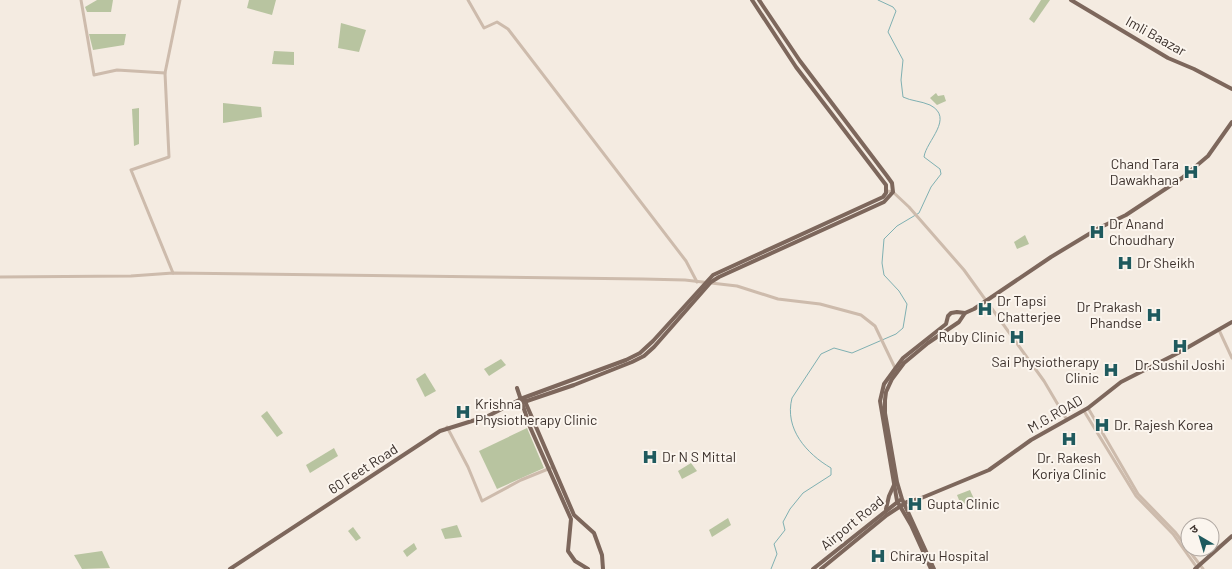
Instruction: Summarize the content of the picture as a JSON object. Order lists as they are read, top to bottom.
{
  "streets": {
    "main road": [
      "Imli Baazar",
      "M.G.ROAD",
      "60 Feet Road",
      "Airport Road"
    ]
  },
  "crossings": [
    ["M.G.ROAD", "Airport Road"]
  ],
  "places": {
    "hospital": [
      "Chand Tara Dawakhana",
      "Dr Anand Choudhary",
      "Dr Sheikh",
      "Dr Tapsi Chatterjee",
      "Dr Prakash Phandse",
      "Ruby Clinic",
      "Dr.Sushil Joshi",
      "Sai Physiotherapy Clinic",
      "Krishna Physiotherapy Clinic",
      "Dr. Rajesh Korea",
      "Dr. Rakesh Koriya Clinic",
      "Dr N S Mittal",
      "Gupta Clinic",
      "Chirayu Hospital"
    ]
  },
  "north": "top left"
}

● ● ●

» **WHAT YOU WILL DO**
Retype the entries verbatim and drop the pictures.

» **TASK RESULT**
Instruction: Summarize the content of the picture as a JSON object. Order lists as they are read, top to bottom.
{
  "streets": {
    "main road": [
      "Imli Baazar",
      "M.G.ROAD",
      "60 Feet Road",
      "Airport Road"
    ]
  },
  "crossings": [
    ["M.G.ROAD", "Airport Road"]
  ],
  "places": {
    "hospital": [
      "Chand Tara Dawakhana",
      "Dr Anand Choudhary",
      "Dr Sheikh",
      "Dr Tapsi Chatterjee",
      "Dr Prakash Phandse",
      "Ruby Clinic",
      "Dr.Sushil Joshi",
      "Sai Physiotherapy Clinic",
      "Krishna Physiotherapy Clinic",
      "Dr. Rajesh Korea",
      "Dr. Rakesh Koriya Clinic",
      "Dr N S Mittal",
      "Gupta Clinic",
      "Chirayu Hospital"
    ]
  },
  "north": "top left"
}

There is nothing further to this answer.